Le rôle à jouer, et le profil du directeur exécutif de Frontex.
Le directeur exécutif dirige et représente l’Agence. Il est le représentant légal de l’Agence et son image vis-à-vis de l’extérieur. Il exerce ses fonctions en toute indépendance et rend compte de ses activités au conseil d’administration. Le directeur exécutif joue un rôle essentiel dans la gestion de l’Agence. Il est chargé de prendre et de gérer les mesures administratives, opérationnelles et financières nécessaires au bon fonctionnement de l’Agence. (2014/C 180A/02)
L’ample expérience professionnelle et l’expertise technique de Mr. Fabrice Leggeri sont confirmées par 18 ans de carrière fructueuse.
Français d’origine, il a accompli sa formation universitaire dans des écoles renommées, comme Sciences Po Paris et l’ENA. Ensuite, depuis le début de son parcours professionnel, il a acquis une large expérience en matière de visa, frontières, immigration, notamment grâce au rôle important joué au sein du Ministère des affaires intérieures français, occupant des postes dehaute responsabilité. Il a été un point de contact fondamental pour l’Union Européenne, entre autres, pour avoir contribué à la rédaction de la Communication de la Commission en 2003, qui a abouti à la création de l’agence Frontex. Par ailleurs, il a acquis des compétences stratégiques internationales, ayant travaillé comme diplomate en chef de la délégation française en Corée du sud.
Frontex et le respect des Droits fondamentaux.

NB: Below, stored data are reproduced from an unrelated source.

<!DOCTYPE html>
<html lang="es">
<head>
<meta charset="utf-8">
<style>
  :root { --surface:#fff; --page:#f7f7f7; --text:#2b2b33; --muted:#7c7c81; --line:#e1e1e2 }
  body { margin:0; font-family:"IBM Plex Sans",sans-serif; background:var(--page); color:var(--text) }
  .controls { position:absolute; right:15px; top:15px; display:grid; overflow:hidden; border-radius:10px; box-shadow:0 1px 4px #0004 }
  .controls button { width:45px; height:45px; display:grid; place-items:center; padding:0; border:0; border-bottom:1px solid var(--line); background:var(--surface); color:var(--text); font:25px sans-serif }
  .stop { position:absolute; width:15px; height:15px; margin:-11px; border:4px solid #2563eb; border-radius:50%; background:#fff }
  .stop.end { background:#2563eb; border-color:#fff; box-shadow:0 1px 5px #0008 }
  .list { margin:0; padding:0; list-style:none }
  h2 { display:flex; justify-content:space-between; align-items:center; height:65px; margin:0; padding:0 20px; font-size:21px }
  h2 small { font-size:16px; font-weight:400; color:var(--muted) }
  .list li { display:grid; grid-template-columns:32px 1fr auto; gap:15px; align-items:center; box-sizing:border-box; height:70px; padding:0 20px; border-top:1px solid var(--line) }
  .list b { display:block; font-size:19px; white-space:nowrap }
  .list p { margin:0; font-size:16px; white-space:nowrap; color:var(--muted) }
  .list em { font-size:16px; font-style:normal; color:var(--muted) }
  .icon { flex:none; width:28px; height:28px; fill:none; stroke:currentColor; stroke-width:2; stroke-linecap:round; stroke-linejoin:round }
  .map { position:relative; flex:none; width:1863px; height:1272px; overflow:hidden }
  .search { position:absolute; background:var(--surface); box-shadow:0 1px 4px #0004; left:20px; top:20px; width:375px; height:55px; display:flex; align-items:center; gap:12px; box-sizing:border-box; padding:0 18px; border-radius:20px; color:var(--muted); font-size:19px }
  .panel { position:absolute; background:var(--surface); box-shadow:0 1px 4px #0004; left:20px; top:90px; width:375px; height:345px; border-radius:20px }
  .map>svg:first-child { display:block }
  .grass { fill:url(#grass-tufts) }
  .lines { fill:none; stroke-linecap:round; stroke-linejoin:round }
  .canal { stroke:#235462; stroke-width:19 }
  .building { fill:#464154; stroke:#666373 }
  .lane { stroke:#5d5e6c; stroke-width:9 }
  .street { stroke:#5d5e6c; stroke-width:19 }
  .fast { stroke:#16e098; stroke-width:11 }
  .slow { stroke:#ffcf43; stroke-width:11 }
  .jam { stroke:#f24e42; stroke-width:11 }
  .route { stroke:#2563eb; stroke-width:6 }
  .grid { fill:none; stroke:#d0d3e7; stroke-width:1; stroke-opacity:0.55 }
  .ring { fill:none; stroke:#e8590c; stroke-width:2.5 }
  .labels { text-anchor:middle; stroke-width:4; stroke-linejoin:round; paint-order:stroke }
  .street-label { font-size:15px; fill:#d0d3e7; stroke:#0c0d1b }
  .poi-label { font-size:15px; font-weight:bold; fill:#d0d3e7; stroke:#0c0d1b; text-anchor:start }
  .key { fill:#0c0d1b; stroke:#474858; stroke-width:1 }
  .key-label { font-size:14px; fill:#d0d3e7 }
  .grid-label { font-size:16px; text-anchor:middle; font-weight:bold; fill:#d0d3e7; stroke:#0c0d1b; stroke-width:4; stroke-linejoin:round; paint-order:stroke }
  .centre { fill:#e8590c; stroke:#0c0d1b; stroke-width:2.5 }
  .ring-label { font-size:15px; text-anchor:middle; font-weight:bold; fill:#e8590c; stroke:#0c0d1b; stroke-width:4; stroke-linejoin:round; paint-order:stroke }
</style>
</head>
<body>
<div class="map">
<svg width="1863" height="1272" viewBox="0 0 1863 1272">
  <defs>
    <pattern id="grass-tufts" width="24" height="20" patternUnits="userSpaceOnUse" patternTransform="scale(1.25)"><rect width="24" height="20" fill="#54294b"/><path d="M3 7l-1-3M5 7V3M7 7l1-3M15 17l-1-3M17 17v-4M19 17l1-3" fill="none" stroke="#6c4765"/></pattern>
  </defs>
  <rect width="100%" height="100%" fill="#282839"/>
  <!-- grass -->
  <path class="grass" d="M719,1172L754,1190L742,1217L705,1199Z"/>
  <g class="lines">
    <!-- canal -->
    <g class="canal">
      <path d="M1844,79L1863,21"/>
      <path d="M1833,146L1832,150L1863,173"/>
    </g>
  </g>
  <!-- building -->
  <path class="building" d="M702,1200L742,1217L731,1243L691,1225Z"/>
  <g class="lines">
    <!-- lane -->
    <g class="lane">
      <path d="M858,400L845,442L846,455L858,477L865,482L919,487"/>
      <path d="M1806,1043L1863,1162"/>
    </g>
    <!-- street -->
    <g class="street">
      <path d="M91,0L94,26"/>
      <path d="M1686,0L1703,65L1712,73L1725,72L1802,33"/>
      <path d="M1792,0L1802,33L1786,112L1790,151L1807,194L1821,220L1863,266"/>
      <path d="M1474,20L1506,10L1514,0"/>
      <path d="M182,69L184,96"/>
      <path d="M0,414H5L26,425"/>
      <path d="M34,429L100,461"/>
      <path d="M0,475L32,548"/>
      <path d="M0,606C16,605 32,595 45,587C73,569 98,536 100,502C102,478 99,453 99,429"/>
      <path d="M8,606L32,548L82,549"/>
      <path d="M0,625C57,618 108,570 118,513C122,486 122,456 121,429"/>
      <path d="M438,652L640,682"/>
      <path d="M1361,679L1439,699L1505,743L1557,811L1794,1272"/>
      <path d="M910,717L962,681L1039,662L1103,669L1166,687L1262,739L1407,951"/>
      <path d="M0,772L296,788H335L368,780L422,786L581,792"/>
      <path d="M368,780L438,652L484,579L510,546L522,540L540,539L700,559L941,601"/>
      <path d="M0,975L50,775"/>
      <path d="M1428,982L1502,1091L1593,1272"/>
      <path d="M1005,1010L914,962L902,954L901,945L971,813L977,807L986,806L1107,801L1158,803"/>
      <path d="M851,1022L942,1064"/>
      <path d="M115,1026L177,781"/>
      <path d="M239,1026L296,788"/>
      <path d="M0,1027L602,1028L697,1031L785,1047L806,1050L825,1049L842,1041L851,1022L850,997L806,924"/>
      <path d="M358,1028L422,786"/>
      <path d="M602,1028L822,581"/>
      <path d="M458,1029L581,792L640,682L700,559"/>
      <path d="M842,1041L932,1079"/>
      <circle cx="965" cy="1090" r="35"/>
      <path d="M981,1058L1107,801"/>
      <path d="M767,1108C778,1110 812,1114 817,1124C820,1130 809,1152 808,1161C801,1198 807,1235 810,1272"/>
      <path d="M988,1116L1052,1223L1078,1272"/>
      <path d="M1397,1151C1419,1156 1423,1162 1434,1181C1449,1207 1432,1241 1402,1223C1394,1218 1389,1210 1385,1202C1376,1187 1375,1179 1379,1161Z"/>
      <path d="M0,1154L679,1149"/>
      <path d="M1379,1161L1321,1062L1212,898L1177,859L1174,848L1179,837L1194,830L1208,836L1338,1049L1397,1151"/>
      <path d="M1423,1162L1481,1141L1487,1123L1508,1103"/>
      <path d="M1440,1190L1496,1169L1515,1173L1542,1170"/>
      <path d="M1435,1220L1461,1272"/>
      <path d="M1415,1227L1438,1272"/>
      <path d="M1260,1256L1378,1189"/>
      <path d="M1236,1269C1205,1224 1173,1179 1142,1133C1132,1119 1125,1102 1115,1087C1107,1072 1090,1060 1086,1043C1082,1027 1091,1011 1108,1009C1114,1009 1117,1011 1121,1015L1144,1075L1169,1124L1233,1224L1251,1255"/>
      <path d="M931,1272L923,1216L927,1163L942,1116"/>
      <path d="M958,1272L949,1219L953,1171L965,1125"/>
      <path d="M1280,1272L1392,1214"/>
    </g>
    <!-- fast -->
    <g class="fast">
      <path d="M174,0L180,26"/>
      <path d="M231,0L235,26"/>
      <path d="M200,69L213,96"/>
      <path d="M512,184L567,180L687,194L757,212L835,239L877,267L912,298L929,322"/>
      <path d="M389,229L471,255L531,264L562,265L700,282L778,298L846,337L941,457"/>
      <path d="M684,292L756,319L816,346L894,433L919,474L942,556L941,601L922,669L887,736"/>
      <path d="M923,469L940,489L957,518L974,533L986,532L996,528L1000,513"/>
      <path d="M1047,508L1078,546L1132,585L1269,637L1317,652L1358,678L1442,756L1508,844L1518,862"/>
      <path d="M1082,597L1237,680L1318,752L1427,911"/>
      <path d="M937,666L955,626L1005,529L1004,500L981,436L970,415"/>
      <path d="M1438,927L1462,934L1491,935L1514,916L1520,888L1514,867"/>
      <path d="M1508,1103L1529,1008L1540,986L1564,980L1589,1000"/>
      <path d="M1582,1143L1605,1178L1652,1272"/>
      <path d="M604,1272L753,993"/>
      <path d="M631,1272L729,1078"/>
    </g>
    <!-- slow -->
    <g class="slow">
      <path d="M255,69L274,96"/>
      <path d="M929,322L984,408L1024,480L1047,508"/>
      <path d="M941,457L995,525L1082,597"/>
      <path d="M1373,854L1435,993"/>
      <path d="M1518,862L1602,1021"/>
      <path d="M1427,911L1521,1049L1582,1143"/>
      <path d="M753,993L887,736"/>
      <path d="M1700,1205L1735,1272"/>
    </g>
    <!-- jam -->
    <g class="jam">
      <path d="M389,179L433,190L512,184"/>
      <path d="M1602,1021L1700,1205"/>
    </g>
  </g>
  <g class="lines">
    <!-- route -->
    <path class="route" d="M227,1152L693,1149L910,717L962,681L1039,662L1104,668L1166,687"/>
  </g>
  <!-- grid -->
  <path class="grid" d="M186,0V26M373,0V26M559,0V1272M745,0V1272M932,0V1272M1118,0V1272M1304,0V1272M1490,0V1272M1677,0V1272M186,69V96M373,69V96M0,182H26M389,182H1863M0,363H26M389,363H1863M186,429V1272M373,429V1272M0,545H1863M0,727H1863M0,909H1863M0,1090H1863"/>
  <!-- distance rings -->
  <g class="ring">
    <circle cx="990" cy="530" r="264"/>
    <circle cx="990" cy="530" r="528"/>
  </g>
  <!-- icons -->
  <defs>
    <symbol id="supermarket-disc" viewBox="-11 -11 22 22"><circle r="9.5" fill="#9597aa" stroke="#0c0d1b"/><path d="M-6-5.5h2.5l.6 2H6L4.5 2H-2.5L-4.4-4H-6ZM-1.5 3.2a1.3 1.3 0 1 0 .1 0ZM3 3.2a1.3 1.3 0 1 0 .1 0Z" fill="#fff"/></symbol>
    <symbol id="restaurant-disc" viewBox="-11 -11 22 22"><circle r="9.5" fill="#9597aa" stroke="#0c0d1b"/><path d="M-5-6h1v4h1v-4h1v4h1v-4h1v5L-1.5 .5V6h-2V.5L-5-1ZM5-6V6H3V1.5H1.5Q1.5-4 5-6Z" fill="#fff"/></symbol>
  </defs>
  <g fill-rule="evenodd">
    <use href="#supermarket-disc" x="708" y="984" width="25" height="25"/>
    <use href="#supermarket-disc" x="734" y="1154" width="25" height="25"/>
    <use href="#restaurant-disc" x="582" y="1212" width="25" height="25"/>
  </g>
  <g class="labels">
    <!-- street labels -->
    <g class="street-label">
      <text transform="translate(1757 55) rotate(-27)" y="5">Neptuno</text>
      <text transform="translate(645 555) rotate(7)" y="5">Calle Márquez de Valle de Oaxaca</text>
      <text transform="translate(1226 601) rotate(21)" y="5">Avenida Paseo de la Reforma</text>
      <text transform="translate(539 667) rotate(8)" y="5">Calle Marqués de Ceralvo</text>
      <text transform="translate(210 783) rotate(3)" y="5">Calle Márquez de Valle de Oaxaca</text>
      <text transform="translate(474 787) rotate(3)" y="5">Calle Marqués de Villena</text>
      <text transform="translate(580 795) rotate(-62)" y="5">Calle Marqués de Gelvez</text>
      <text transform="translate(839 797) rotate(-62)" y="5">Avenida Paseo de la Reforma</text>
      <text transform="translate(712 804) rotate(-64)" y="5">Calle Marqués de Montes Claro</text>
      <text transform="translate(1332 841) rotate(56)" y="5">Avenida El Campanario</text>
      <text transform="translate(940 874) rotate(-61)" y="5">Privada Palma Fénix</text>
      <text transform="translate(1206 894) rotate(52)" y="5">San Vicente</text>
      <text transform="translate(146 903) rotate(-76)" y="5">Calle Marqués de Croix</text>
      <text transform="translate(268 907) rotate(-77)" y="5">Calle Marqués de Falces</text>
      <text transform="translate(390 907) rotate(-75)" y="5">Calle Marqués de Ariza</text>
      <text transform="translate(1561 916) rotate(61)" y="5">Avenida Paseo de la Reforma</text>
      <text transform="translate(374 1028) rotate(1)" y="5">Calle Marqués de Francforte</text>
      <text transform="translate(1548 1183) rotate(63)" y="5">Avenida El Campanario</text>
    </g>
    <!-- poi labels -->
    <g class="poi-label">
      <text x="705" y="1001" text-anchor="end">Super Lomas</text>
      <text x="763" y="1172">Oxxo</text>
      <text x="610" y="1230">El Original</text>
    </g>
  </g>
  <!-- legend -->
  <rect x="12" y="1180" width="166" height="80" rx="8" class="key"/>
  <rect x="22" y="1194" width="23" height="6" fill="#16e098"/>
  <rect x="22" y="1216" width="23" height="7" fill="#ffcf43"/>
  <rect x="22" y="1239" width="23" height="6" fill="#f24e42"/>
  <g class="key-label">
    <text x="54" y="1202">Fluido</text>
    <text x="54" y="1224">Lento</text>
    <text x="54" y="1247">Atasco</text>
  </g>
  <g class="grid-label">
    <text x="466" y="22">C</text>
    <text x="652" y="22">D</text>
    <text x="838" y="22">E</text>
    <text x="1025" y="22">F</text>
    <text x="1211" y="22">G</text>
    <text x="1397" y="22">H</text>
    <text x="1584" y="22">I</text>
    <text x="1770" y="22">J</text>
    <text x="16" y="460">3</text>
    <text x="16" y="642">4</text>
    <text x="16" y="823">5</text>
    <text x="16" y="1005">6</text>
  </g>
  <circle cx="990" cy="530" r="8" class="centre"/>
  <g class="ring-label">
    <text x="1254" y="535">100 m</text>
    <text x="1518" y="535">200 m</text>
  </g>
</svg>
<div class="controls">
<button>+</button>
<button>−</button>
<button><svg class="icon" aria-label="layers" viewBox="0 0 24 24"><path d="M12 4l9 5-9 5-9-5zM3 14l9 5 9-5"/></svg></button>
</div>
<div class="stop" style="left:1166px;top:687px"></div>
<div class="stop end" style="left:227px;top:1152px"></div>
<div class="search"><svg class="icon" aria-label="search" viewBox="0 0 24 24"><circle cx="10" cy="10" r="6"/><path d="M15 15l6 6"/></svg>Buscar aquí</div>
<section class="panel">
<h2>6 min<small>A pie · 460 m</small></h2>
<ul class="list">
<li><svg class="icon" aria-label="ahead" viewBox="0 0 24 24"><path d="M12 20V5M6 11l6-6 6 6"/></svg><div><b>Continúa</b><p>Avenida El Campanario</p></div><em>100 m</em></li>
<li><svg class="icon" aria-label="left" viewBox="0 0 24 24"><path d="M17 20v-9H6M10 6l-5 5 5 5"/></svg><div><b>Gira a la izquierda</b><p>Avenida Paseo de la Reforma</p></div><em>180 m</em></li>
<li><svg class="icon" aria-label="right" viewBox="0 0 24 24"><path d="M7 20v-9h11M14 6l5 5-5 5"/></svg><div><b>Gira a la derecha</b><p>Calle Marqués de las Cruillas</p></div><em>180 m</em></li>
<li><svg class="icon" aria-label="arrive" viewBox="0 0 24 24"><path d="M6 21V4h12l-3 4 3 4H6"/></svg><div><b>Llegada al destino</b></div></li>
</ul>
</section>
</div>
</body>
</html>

L’agence Frontex peut, donc, se considérer satisfaite d’avoir un Directeur exécutif compétent en matière de défense, politique intérieure européenne et internationale. Mais les députés de la commission LIBE ont insisté sur la surveillance et le respect des Droits fondamentaux et ont demandé au Directeur exécutif à préciser quelles seront les garanties qu’il compte donner à plein leur respect lors des opérations menées par Frontex.
Fabrice Leggeri s’est efforcé de donner toutes les assurances à cet égard: le premier objectif de Frontex est de garantir la sécurité à travers le contrôle des frontières extérieures, les Droits fondamentaux : l’Etat de Droit restent au cœur de son action.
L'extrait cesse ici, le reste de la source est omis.